I am not talking about their business strategy (although that might delay it)

AFAIK llano/bobcat development is far behind sandy bridge.
With sandy bridge having samples, and being moved ahead to release sooner. While llano is nowhere is sight as of yet.

I could certainly be wrong about it though, its not like I have concrete data... sorta my overall assessment of the tiny snippets of information I have managed to acquire thus far.

Intel also tested the water with a GPU+CPU on the same package (but different die)

Idontcare · Jun 14, 2010

Considering that SB was booting windows some 9 months before Llano taped out I'd have to say your expectations are well-founded.

taltamir · Jun 14, 2010

Idontcare said:
Considering that SB was booting windows some 9 months before Llano taped out I'd have to say your expectations are well-founded.

This is basically what I was talking about. 🙂
AFAIK taping out happens before it is ready to boot windows. So we are talking about intel having more than 9 month lead, so if neither company pulls ahead intel has quite a headstart.

Now that I think about it thought, I am curious to know, what does "taped out" actually means... and how long did it take SB to go from being "taped out" to booting windows?

Idontcare · Jun 14, 2010

Tape out has roots in the fact that back in the day when an IC design was finalized the layout information was stored on magnetic tapes which were then sent to the mask manufacturer (usually an internal customer back then).

Naturally layout designs are not transferred via magnetic tape in modern times, it is all transmitted via secure ftp.

What the term is intended to convey is the completion of a specific milestone that exists on the timeline of an IC stemming from conception to production. "tape out" means a specific stepping has been finalized and the masks are being ordered from the mask producer.

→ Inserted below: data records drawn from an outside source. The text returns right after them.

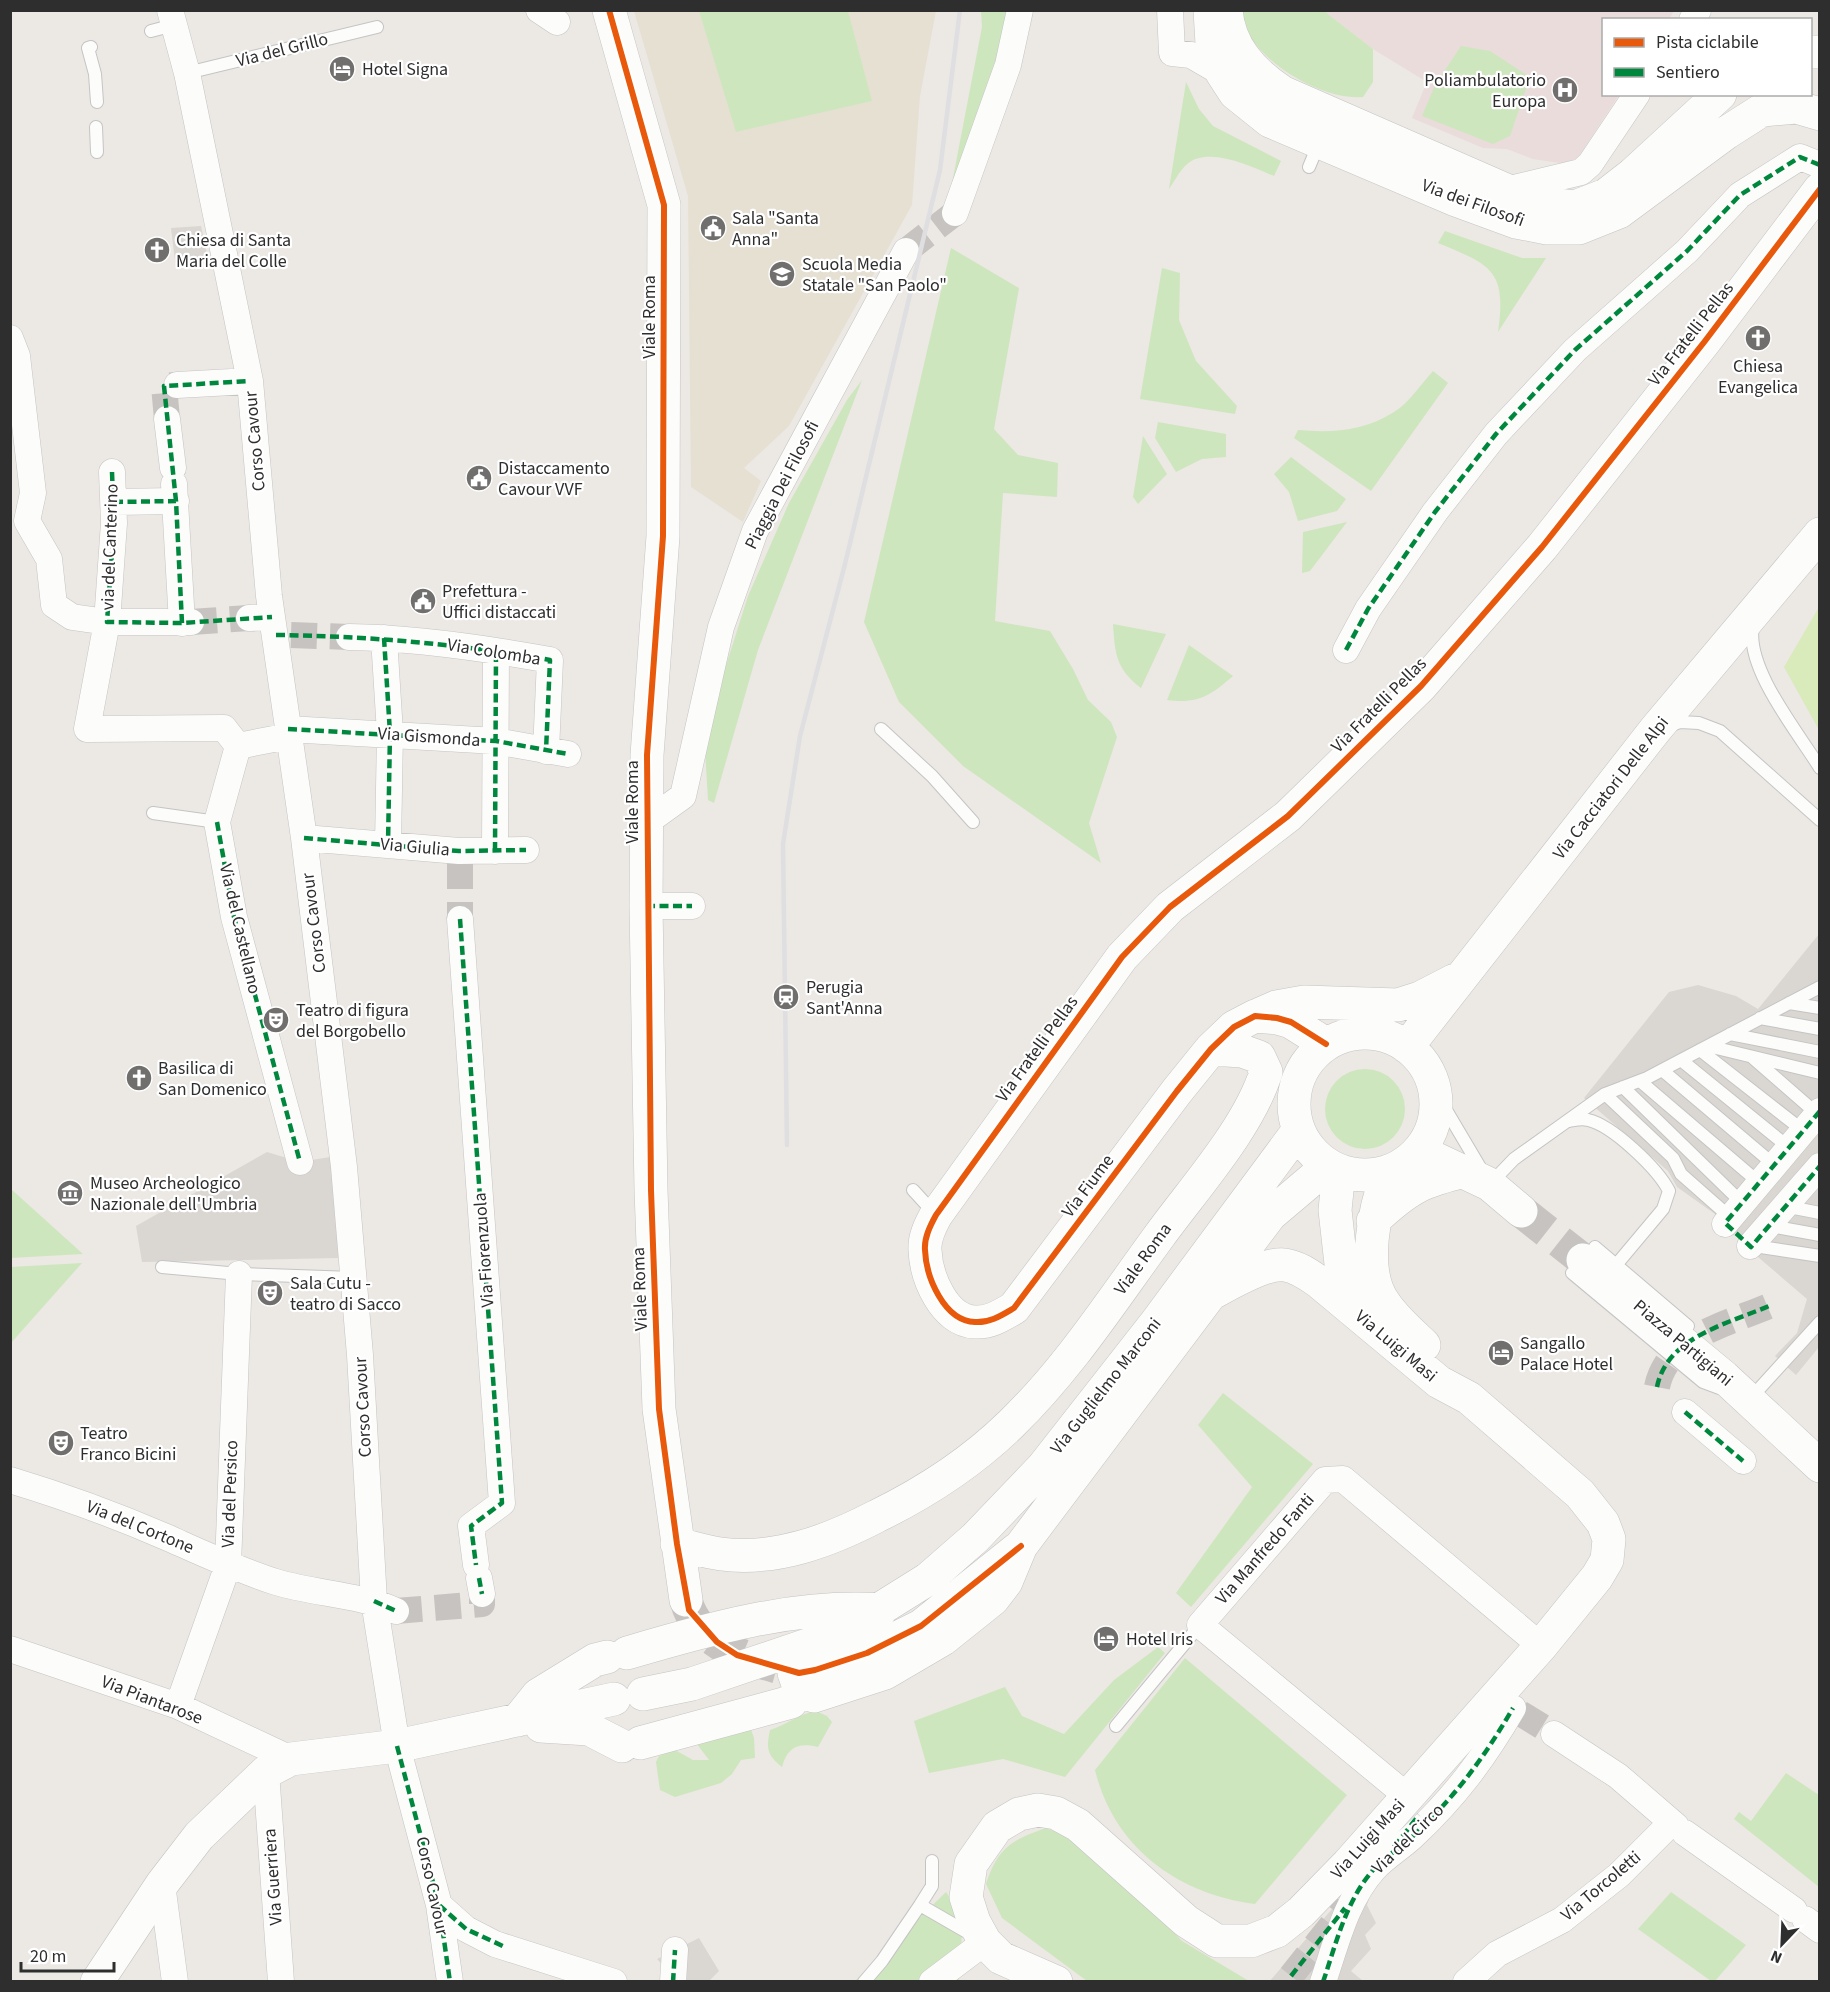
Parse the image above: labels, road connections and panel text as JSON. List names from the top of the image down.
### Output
{
  "streets": {
    "street": [
      "Via dei Filosofi",
      "Viale Roma",
      "Via Fratelli Pellas",
      "Corso Cavour",
      "Piaggia Dei Filosofi",
      "via del Canterino",
      "Via Colomba",
      "Via Gismonda",
      "Via Cacciatori Delle Alpi",
      "Via Giulia",
      "Via del Castellano",
      "Via Fiume",
      "Via Fiorenzuola",
      "Piazza Partigiani",
      "Via Luigi Masi",
      "Via Guglielmo Marconi",
      "Via del Persico",
      "Via del Cortone",
      "Via Manfredo Fanti",
      "Via Piantarose",
      "Via del Circo",
      "Via Guerriera",
      "Via Torcoletti"
    ],
    "lane": ["Via del Grillo"]
  },
  "crossings": [
    ["Via del Grillo", "Corso Cavour"],
    ["Viale Roma", "Piaggia Dei Filosofi"],
    ["Viale Roma", "Via Cacciatori Delle Alpi"],
    ["Viale Roma", "Via Fiume"],
    ["Viale Roma", "Via Luigi Masi"],
    ["Viale Roma", "Via Guglielmo Marconi"],
    ["Via Fratelli Pellas", "Via Fiume"],
    ["Corso Cavour", "Via Gismonda"],
    ["Corso Cavour", "Via Giulia"],
    ["Corso Cavour", "Via Guglielmo Marconi"],
    ["Corso Cavour", "Via del Cortone"],
    ["via del Canterino", "Via del Castellano"],
    ["Via Colomba", "Via Gismonda"],
    ["Via Cacciatori Delle Alpi", "Via Luigi Masi"],
    ["Via Cacciatori Delle Alpi", "Via Guglielmo Marconi"],
    ["Via Luigi Masi", "Via Guglielmo Marconi"],
    ["Via Luigi Masi", "Via Manfredo Fanti"],
    ["Via Luigi Masi", "Via del Circo"],
    ["Via Guglielmo Marconi", "Via Piantarose"],
    ["Via Guglielmo Marconi", "Via Guerriera"],
    ["Via del Persico", "Via del Cortone"],
    ["Via del Persico", "Via Piantarose"],
    ["Via Piantarose", "Via Guerriera"]
  ],
  "places": {
    "hotel": ["Hotel Signa", "Sangallo Palace Hotel", "Hotel Iris"],
    "hospital": ["Poliambulatorio Europa"],
    "public building": ["Sala \"Santa Anna\"", "Distaccamento Cavour VVF", "Prefettura - Uffici distaccati"],
    "church": ["Chiesa di Santa Maria del Colle", "Chiesa Evangelica", "Basilica di San Domenico"],
    "school or university": ["Scuola Media Statale \"San Paolo\""],
    "station": ["Perugia Sant'Anna"],
    "theatre": ["Teatro di figura del Borgobello", "Sala Cutu - teatro di Sacco", "Teatro Franco Bicini"],
    "museum": ["Museo Archeologico Nazionale dell'Umbria"]
  },
  "legend": ["Pista ciclabile", "Sentiero"],
  "scale_bar": "20 m",
  "north": "bottom left"
}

The masks themselves are physical entities that go into the litho tool such that the specific layout features can be printed in the photoresist on the wafer. A "mask set" entails all the various layout levels (30-50 for a complex IC like a CPU) and an individual mask is sometimes referred to as a reticle (the terms have come to be used interchangeably but they did not always mean the same thing).

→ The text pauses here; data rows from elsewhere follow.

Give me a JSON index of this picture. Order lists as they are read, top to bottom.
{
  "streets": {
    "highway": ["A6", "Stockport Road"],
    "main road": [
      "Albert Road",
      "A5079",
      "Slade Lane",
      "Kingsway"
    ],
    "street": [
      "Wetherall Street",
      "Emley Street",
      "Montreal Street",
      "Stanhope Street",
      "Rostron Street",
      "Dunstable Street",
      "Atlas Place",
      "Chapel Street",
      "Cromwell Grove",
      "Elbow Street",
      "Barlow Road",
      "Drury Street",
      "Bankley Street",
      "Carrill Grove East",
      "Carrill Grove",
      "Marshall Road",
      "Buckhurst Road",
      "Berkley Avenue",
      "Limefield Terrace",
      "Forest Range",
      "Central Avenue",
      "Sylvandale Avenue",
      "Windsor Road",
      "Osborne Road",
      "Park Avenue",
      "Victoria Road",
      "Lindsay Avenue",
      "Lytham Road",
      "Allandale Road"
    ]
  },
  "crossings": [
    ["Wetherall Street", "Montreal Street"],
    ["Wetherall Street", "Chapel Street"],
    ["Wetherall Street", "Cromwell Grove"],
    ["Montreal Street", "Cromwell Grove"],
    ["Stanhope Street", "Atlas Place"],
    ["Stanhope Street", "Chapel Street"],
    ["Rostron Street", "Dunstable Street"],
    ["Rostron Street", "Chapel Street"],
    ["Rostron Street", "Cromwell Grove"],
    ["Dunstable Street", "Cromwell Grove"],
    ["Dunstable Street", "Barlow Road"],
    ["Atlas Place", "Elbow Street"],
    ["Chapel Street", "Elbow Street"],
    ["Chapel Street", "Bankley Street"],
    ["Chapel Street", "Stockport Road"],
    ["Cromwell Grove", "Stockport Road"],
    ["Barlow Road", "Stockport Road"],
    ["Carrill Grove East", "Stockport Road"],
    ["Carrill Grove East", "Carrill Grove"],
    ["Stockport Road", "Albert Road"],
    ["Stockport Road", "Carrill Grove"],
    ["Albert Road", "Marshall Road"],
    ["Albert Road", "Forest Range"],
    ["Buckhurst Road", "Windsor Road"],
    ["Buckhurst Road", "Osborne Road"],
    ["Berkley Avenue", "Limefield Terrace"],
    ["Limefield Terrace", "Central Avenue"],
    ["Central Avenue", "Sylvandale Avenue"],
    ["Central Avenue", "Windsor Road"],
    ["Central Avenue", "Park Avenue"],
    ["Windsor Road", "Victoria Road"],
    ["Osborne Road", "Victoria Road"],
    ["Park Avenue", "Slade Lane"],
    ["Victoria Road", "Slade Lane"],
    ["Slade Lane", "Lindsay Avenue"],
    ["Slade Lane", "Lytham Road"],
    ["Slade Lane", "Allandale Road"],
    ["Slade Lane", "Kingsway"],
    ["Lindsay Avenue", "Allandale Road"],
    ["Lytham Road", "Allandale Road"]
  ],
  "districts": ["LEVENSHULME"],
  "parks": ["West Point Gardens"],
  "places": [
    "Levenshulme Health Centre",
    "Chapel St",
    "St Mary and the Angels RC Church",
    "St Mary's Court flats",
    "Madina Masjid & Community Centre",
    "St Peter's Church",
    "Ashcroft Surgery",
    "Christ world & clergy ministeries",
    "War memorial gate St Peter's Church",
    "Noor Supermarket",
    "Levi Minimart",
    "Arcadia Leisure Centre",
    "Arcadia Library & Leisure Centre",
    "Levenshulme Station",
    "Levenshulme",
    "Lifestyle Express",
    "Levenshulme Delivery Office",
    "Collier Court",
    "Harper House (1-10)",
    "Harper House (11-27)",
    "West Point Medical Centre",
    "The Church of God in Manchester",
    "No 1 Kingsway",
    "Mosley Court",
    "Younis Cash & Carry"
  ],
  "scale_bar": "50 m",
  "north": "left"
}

For leading edge process nodes the mask set itself can cost anywhere from $1m to $10m.

So generally they like to avoid "taping out" an IC until thorough validation has been completed in silico as uncovering design/layout mistakes once you get samples back from the fab is costly both in terms of time as well as literally in terms of money wasted on unusable reticles.

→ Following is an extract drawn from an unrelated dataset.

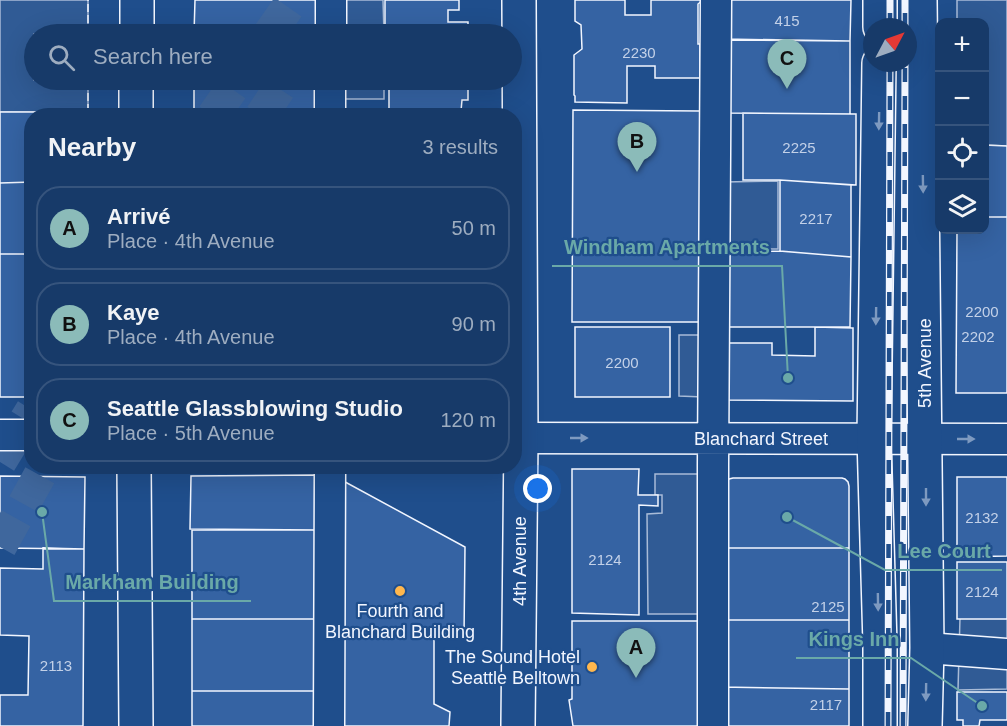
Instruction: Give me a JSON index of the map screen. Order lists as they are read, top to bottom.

In terms of putting numbers to the length scale that comprehends the milestones...it takes about a month to go from tape out to having "first silicon" in hand. This can be expedited at great cost (and human suffering! 😛) to around 2 weeks if desired.

So if the design does not have fatal flaws precluding it from functionally operating (i.e. it does math like 1+1=2 correctly, but maybe only at 500MHz and with 2V Vcc) then it is conceivable to boot an OS in as little as 2 weeks but more typical is 1 month for aggressively timelined projects. Longer still if resources are prioritized to expediting the pace of other milestones that are running in parallel of course.

And longer still if there are fatal flaws in the design or if the yield turns out to be zero for fab related issues that are not related to the functional design of the IC itself.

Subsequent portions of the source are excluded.